Y no piensen que las negociaciones tienen como objetivo algo sustancial, como cambiar o empezar a interpretar de forma no literal la segunda enmienda de la Constitución estadounidense, la que preserva el derecho a "guardar y llevar" (keep and bear)armas por parte de los ciudadanos. Persiguen algo mucho más modesto, impedir que un auténtico tarado mental como Cho Seung Hui - ¿de qué otra forma cabe describirle, visto su esperpéntico vídeo para la posteridad?-pueda comprar pistolas con total libertad, eso sí, no más de una al mes, como prescriben las leyes del Old Dominion (Virginia).
La verdad es que la cuestión está llena de contradicciones y paradojas.
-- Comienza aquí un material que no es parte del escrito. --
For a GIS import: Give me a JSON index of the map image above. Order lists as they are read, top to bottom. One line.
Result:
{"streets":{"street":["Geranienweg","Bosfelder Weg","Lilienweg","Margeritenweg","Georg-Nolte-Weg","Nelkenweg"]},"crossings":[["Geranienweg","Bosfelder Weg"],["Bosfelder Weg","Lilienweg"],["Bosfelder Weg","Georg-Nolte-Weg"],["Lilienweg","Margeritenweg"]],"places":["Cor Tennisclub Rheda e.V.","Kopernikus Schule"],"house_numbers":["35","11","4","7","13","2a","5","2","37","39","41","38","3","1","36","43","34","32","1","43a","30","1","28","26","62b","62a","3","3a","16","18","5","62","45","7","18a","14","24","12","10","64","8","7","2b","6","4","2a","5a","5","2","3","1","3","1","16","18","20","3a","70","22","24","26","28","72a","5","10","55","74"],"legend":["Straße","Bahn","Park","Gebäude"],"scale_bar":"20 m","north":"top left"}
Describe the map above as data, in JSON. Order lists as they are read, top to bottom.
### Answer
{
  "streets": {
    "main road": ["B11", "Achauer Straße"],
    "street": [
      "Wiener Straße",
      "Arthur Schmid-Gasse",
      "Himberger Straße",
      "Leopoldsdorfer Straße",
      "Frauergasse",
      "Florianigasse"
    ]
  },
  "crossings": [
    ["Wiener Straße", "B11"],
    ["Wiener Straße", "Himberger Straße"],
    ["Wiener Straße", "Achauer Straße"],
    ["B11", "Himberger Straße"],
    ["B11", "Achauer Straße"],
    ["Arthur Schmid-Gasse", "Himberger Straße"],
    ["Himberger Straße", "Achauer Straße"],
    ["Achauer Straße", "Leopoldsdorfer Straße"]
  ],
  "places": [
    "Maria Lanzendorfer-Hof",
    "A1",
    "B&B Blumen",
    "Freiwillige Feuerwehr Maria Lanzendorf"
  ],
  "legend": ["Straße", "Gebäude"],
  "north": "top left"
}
Por ejemplo, los principales candidatos a la presidencia del país, los senadores Clinton y Obama, el ex senador Edwards o el ex alcalde Giuliani, tienen un historial a favor de restringir la compra de armas de fuego, pero ahora han callado como muertos. En cambio, el senador McCain apoyó la no renovación de las restricciones a la compra de los rifles de asalto, auténticas armas de destrucción masiva que ningún cazador en su sano juicio utilizaría. Sin embargo, votar de otra forma equivaldría a un verdadero suicidio en el estado al que representa, Arizona.
Nada es blanco o negro. Al fin y al cabo, Giuliani no se aparta de la doctrina al respecto del Departamento de Policía (NYPD) de la ciudad de la que fue alcalde. Es el mismo dirigente que, a raíz del caso Diallo, pronunció en octubre de 1999 una frase ciertamente lapidaria: "Cuando la policía decide disparar, debe disparar a matar". Amadou Diallo era un pobre diablo que, al ver unos hombres con aspecto agresivo - eran policías de paisano-, trató de guarecerse en un portal y efectuó un gesto "sospechoso" (dirigir la mano al bolsillo). Su desarmado cuerpo recibió 41 disparos, ni uno menos, y sus homicidas fueron exonerados de cualquier responsabilidad, de lo que Giuliani se felicitó efusivamente. Por supuesto, Diallo era joven, pobre y negro.
¿Quién puede culparles? Al margen del latrocinio de Florida, Al Gore perdió probablemente las elecciones del 2000 al ser incapaz de añadir a su columna estados como West Virginia, Arkansas o el suyo propio de Tennessee - con uno de los tres le hubiera bastado- por su posición favorable a un mayor control de las armas.
Los mayores problemas son a nivel federal, ya que, a nivel estatal, las legislaciones son muy variopintas, diga lo que diga la Constitución. Comprar una pistola en Nueva York o Boston puede ser un proceso tan arduo como hacerlo en Barcelona o Madrid, pero en grandes zonas del sur o el oeste - más en el interior que en la costa- pueden adquirirse en tiendas, ferias, mercadillos y hasta por correspondencia. Y es que Colt, Winchester o Smith & Wesson son auténticos iconos culturales.